Natanael Pedro Castoldi
9 min readJul 8, 2023

A definição de Civilização como a envoltória solar ionosférica, que contém dentro de si as camadas diurnas (a Grande Tradição [ciência, arte, ética, as escolas filosóficas…] e o Consabido [os eventos culturais do momento, como as modas, os entretenimentos, as notícias e outras afirmações pontuais de valores compartilhados]) e as camadas noturnas, ou telúricas da cultura (o ambiente material, popularesco e local, e institucional e político que cerca o indivíduo), me magnetizou profundamente. De alguma maneira, o gérmen da Civilização é o que antecede, ao menos no que diz respeito à importância, todo o restante, porque lança raízes numa experiência intensa, quando não hierofânica, num dos aspectos da Realidade, ou mesmo do Ser — basta perceber como todas as grandes civilizações se desdobram a partir de um dos aspectos perenes do Ser, conforme concebido pelo herói fundador e pelo contágio generalizado de sua aventura espiritual.

Os persas clássicos foram inteiramente submergidos no impacto das intuições de Zoroastro a respeito da univocidade ontológica da Luz, legando aos demais povos uma herança mística e filosófica que frutifica até hoje; os egípcios antigos arquitetaram sua civilização a partir de um impressionamento irresistível frente à ideia da imortalidade, transmitindo ao mundo, além de seus complexos monumentais, um intrincado instrumental técnico que serviu aos mistérios, à alquimia e aos alvores da ciência europeia; os gregos, perceberam Brague e Campbell, foram arrebatados por um ímpeto naturalista da afirmação do lugar do homem dentro do Cosmos, e sustentaram sua autonomia e liberdade diante da Thêmis, ou da Lei Universal, e na relação com os seus deuses, desembocando na filosofia; os mesopotâmicos, já nos sumerianos, foram engolfados precocemente pela percepção da ação divina dentro da História, sobretudo através da atitude litúrgica de seu primeiro servo, o rei, já não mais divino em si, donde uma prolífica atividade no complexo Templo-Palácio, responsável pela abundante produção de registros escritos, dentre os quais os historiogenéticos, que conectam as dinastias reais aos primeiros homens e, então, aos deuses; os hebreus, imersos na nuvem faiscante do Sinai, foram desde o início apreendidos pela Palavra, ou pelo Nome, sustentando de maneira inédita a transcendência de Deus, a Sua Revelação e a obediência aos Seus estatutos, identificando a própria estrutura da Criação à forma do alfabeto e à infraestrutura da Lei, que também era o modelo de organização da sociedade.

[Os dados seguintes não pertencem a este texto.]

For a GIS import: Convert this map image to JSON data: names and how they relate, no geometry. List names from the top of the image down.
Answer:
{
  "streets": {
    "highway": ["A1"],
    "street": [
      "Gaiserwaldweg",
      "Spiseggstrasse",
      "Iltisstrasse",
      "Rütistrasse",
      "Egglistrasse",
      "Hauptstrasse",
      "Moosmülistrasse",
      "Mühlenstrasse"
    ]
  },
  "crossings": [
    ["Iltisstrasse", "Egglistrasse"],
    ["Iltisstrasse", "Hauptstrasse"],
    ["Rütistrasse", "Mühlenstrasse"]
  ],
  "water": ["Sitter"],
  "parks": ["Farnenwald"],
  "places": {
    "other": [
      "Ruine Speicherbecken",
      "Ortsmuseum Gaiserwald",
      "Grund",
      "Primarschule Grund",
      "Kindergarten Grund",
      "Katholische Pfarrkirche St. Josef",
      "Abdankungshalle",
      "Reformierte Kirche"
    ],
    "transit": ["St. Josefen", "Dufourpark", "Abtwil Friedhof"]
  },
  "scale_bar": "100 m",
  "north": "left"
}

Em nenhum dos casos supracitados, a experiência fundadora foi pura ou inteiramente inédita, porque sempre aconteceu dentro de uma estrutura civilizacional, ou tribal, anterior. Todavia, em todos os casos temos uma descompactação de símbolos anteriores e o destacamento inédito, e por isso numinoso, de um dos aspectos do Ser, que outrora jaziam ocultos sob a sombra ou o império de um motivo simbólico dominante mais antigo, que impunha sua lógica interna à toda a arquitetura imaginal do conjunto da sociedade. Quando um dos aspectos encapsulados no símbolo antigo é destacado, geralmente em função da experiência de um indivíduo de matiz abraâmico, ele se eleva sobre todos os demais como o sol auroral, impondo sua luz sobre tudo e o submetendo ao seu arbítrio — é assim que Edinger descreve, por exemplo, a superênfase pitagórica no Número. Esse despertamento hierofânico precisa se alastrar em toda uma comunidade de povos, dotando-os de uma nova consciência, geralmente a partir de um novo Culto e de uma nova ideia do Sagrado, que, pois, irradiará sobre todos os aspectos da cultura e os “reinformará” conforme as possibilidades de sua geometria interna. Inicia-se, assim, dessa nova aventura no espírito, o empreendimento civilizacional que se desenrolará por séculos ou milênios, até ver exauridas as possibilidades de seu arquétipo fundamental, quando a civilização, em progressão de complexidade, entra em crise e começa a definhar sobre o seu próprio peso, encaminhando-se ao colapso e à absorção de seu legado por uma civilização crescente, magentizada por um outro ímpeto hierofânico, caso não se reforme internamente.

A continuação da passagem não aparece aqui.